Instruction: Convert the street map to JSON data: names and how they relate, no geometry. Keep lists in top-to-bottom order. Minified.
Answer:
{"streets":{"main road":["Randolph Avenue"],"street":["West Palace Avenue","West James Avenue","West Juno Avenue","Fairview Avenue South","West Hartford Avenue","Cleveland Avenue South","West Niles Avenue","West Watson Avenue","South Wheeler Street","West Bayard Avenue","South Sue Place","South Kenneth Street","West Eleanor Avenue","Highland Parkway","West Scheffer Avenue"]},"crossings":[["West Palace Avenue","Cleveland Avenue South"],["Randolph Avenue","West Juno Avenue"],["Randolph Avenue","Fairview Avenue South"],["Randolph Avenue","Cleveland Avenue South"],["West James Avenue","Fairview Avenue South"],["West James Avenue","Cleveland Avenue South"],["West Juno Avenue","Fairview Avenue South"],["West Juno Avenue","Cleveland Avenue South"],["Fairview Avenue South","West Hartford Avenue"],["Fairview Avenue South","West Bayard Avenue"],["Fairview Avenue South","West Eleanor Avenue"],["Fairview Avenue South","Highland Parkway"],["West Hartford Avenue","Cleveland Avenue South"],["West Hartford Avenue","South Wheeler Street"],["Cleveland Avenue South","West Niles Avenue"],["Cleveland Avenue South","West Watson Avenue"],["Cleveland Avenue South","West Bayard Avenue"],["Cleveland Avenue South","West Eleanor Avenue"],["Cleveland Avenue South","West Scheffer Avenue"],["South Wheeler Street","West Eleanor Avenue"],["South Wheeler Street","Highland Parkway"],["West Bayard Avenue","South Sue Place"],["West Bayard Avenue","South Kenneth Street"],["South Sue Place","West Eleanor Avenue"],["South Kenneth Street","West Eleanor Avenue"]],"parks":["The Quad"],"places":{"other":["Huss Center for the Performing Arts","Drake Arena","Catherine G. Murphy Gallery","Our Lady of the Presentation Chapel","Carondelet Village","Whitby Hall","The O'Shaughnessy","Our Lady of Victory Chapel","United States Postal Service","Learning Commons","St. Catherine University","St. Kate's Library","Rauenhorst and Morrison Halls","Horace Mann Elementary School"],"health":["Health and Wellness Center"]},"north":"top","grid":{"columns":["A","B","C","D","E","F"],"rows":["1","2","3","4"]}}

================

Give the material above again, word for word.

• [ANSWER AREA]:
Instruction: Convert the street map to JSON data: names and how they relate, no geometry. Keep lists in top-to-bottom order. Minified.
Answer:
{"streets":{"main road":["Randolph Avenue"],"street":["West Palace Avenue","West James Avenue","West Juno Avenue","Fairview Avenue South","West Hartford Avenue","Cleveland Avenue South","West Niles Avenue","West Watson Avenue","South Wheeler Street","West Bayard Avenue","South Sue Place","South Kenneth Street","West Eleanor Avenue","Highland Parkway","West Scheffer Avenue"]},"crossings":[["West Palace Avenue","Cleveland Avenue South"],["Randolph Avenue","West Juno Avenue"],["Randolph Avenue","Fairview Avenue South"],["Randolph Avenue","Cleveland Avenue South"],["West James Avenue","Fairview Avenue South"],["West James Avenue","Cleveland Avenue South"],["West Juno Avenue","Fairview Avenue South"],["West Juno Avenue","Cleveland Avenue South"],["Fairview Avenue South","West Hartford Avenue"],["Fairview Avenue South","West Bayard Avenue"],["Fairview Avenue South","West Eleanor Avenue"],["Fairview Avenue South","Highland Parkway"],["West Hartford Avenue","Cleveland Avenue South"],["West Hartford Avenue","South Wheeler Street"],["Cleveland Avenue South","West Niles Avenue"],["Cleveland Avenue South","West Watson Avenue"],["Cleveland Avenue South","West Bayard Avenue"],["Cleveland Avenue South","West Eleanor Avenue"],["Cleveland Avenue South","West Scheffer Avenue"],["South Wheeler Street","West Eleanor Avenue"],["South Wheeler Street","Highland Parkway"],["West Bayard Avenue","South Sue Place"],["West Bayard Avenue","South Kenneth Street"],["South Sue Place","West Eleanor Avenue"],["South Kenneth Street","West Eleanor Avenue"]],"parks":["The Quad"],"places":{"other":["Huss Center for the Performing Arts","Drake Arena","Catherine G. Murphy Gallery","Our Lady of the Presentation Chapel","Carondelet Village","Whitby Hall","The O'Shaughnessy","Our Lady of Victory Chapel","United States Postal Service","Learning Commons","St. Catherine University","St. Kate's Library","Rauenhorst and Morrison Halls","Horace Mann Elementary School"],"health":["Health and Wellness Center"]},"north":"top","grid":{"columns":["A","B","C","D","E","F"],"rows":["1","2","3","4"]}}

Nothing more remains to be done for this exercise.